“Yessir.”
Big smile. “Don’t feel obliged to patronize me,” the chief said. “I enjoy this whether you kiss my ass or not.”
I slumped back into my seat and just hoped this would be over soon.
“I’m on the board of directors of Big Brothers/Big Sisters, did you know that? Oh, yeah. Go around the state giving speeches, raising hopes, extending a hand, etc. etc. Very rewarding work. Especially being able to show the young black folks that being a successful black man is not synonymous with basketball or drug dealing. You know what I mean?” He leaned forward. “That, girl, is the fundament, the mudsill, the very basis of my success. Reach down and help out. Then when necessary, maybe I ask for a favor in return. That’s all.”
“Look, I don’t want to go to the penitentiary,” I said.
“What I’m trying to tell you, is that you ain’t the first person in this department to mess up. Human nature being what it is, we got flawed human beings all through the ranks. And a lot of them owe their livelihoods and their reputations to me. Strictly to me. So here it is, your big opportunity.” He took one of the pieces of paper off his desk and handed it to me.
“What’s this, sir?”
“See, once word got back to me that you been running DNA tests down at Fort Benning, I started putting things together. While you were sleeping off whatever it was you’d just put up your nose yesterday, I was spending time on the phone, expediting things.”

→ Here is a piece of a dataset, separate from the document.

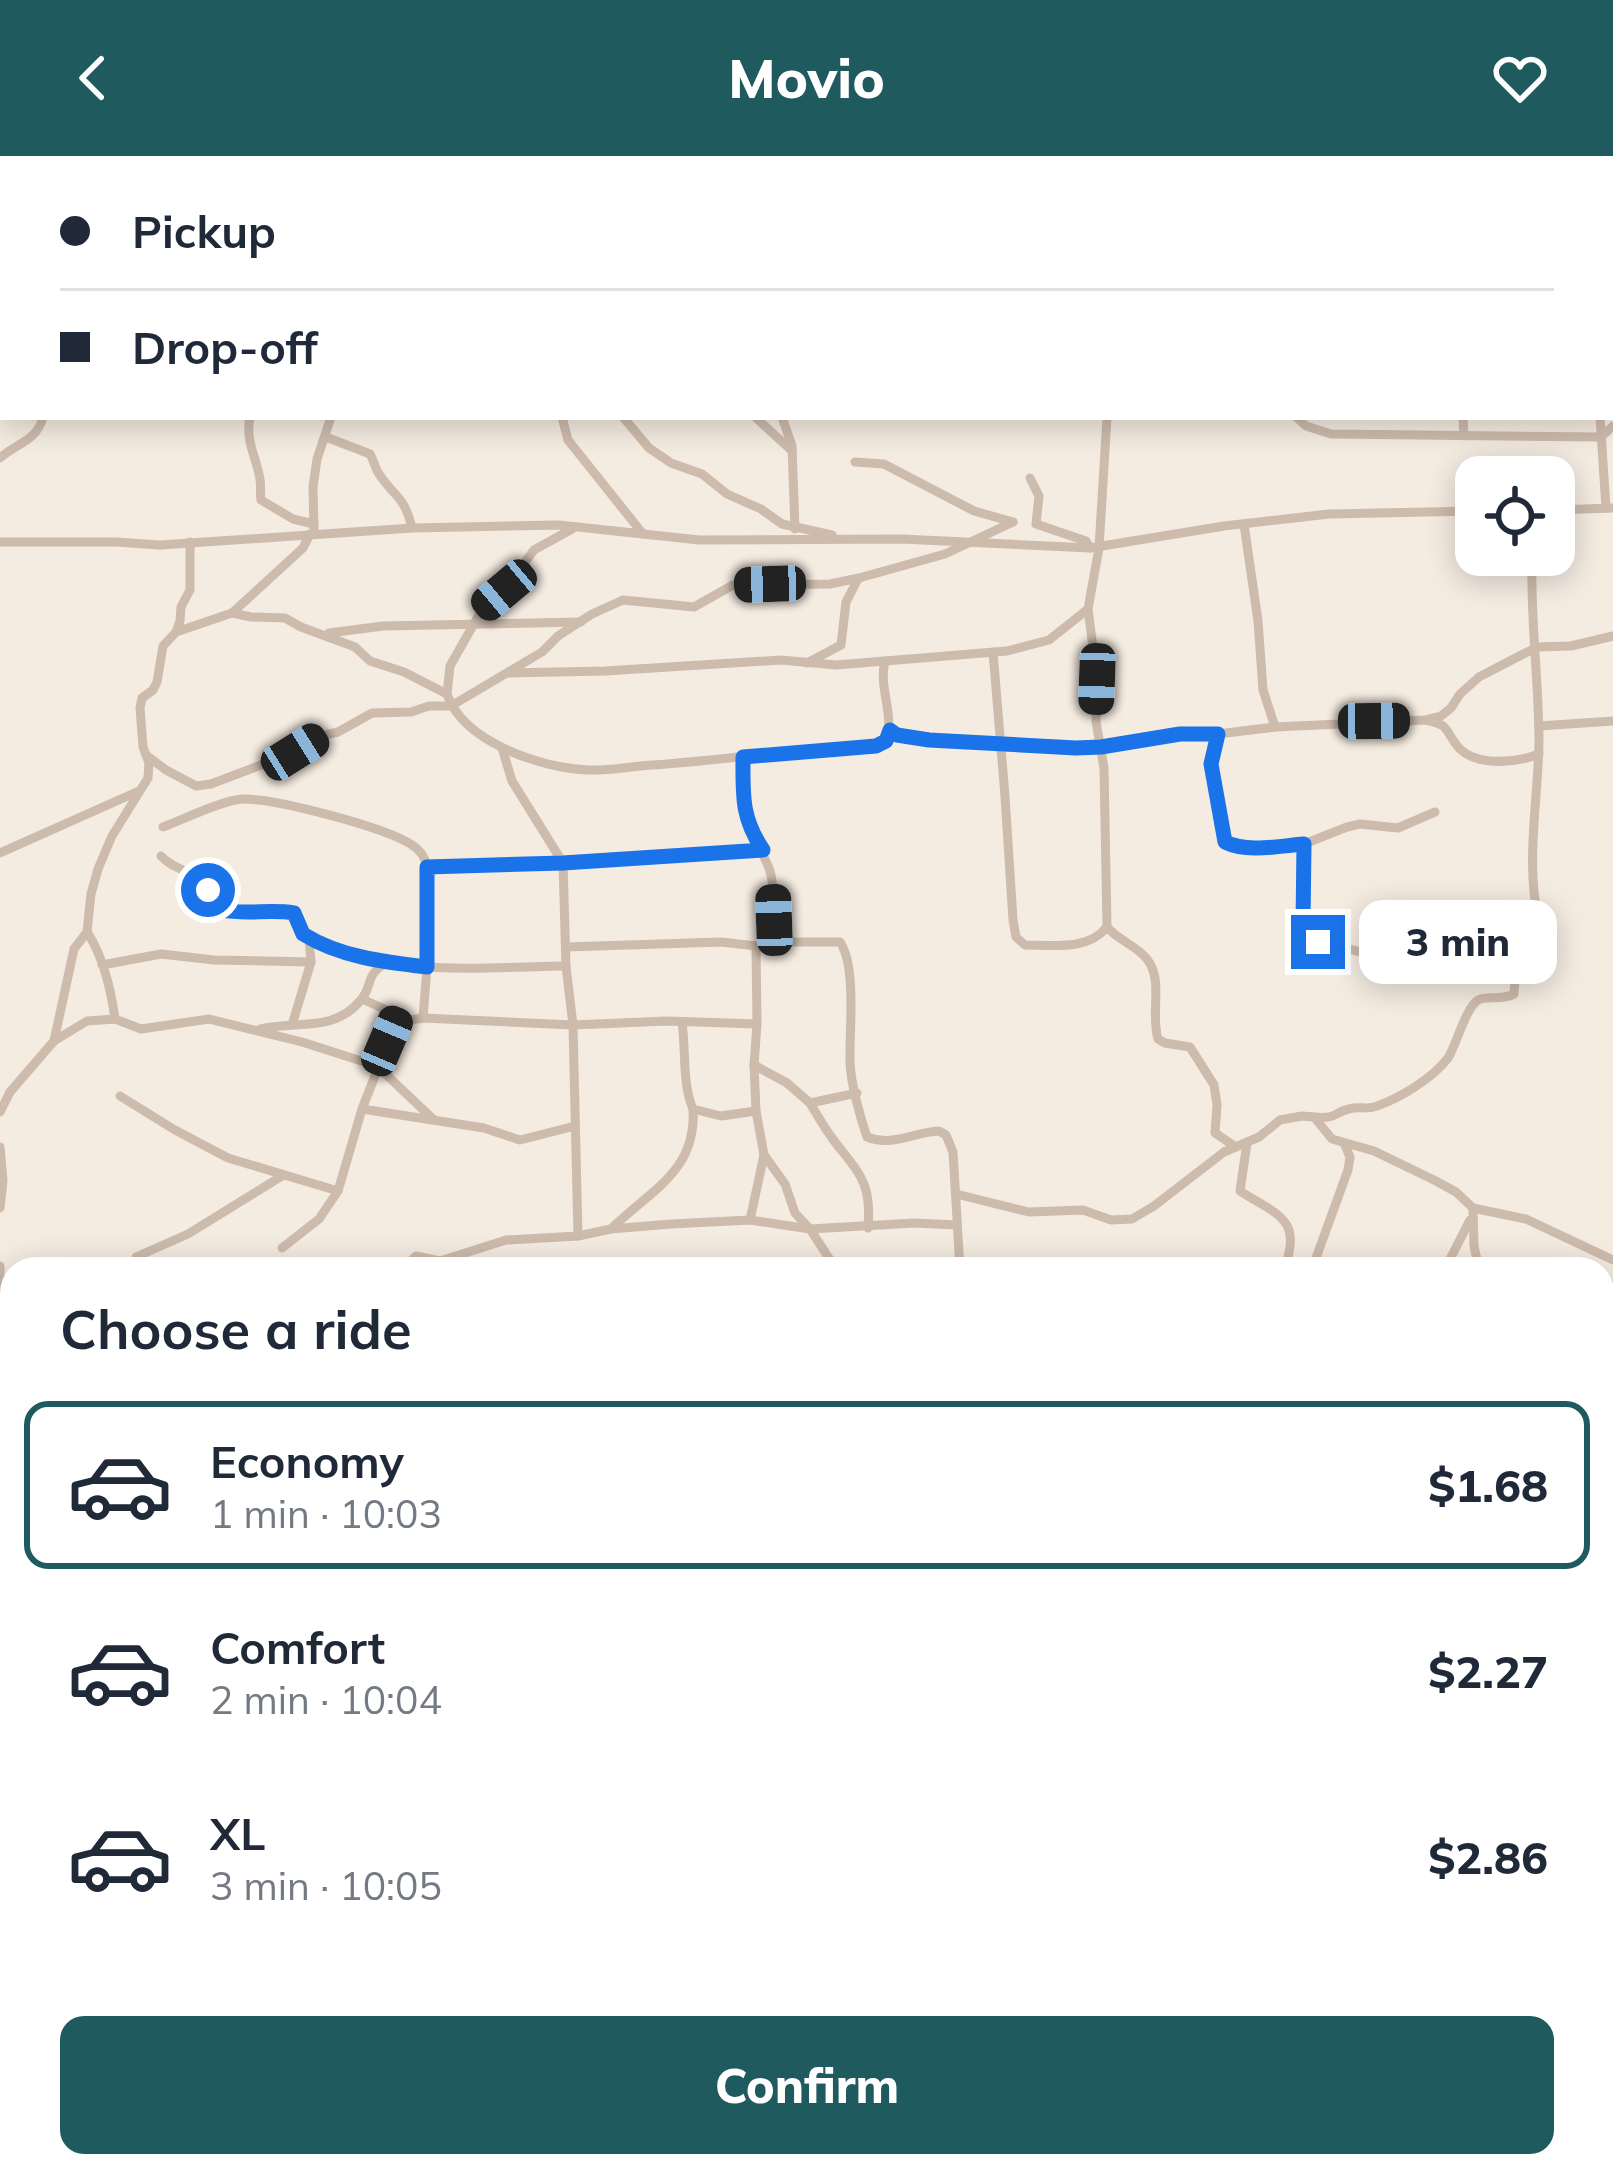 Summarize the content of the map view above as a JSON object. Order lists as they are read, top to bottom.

“I didn’t put anything up my nose. I had a little caffeine, that’s all.”
“Not interested, Mechelle. Bottom line, that’s an arrest warrant for soon-to-be-ex Lieutenant Hank Gooch.”
I stared at it. “And those other two pieces of paper?”
“What I’m saying, I expedited those two DNA tests—the one you did over at the GBI, and the one from Fort Benning. Had the results forwarded directly to my desk.”
“You’re saying the DNA matched?”
“You goddamn right, the DNA matched. Your boss raped and killed his own little girl. Cut off her head with a sword. No doubt he did the same thing to all those other innocent little kids. So what you gonna do right now, you gonna head off to Hank Gooch’s shitass little apartment along with a troop of big crazy SWAT team members, and you gonna place him under arrest.”
“Yessir.”
“And, Detective Deakes?”
“Yessir?”
“Pencil in an hour at about four o’clock. I got a press conference, then I’m gonna give you a citation for bravery or deductive brilliance, steadfastness, some bullshit, and promote you to head of the Cold Case Unit. How’s that sound?”
I stared at him.
“The two words you’re looking for, Detective,” he said. “Are thank and you.”
“Thank you. Thank you, sir.”
“Why it’s my pleasure. Yes, indeed. The pleasure’s entirely mine.” He stood and pointed at the door. “Now go arrest that pederast monster before he kills another kid.”
FORTY
I briefed the SWAT boys in the Cold Case Unit office, while the SWAT team stood around glowering and flexing their muscles.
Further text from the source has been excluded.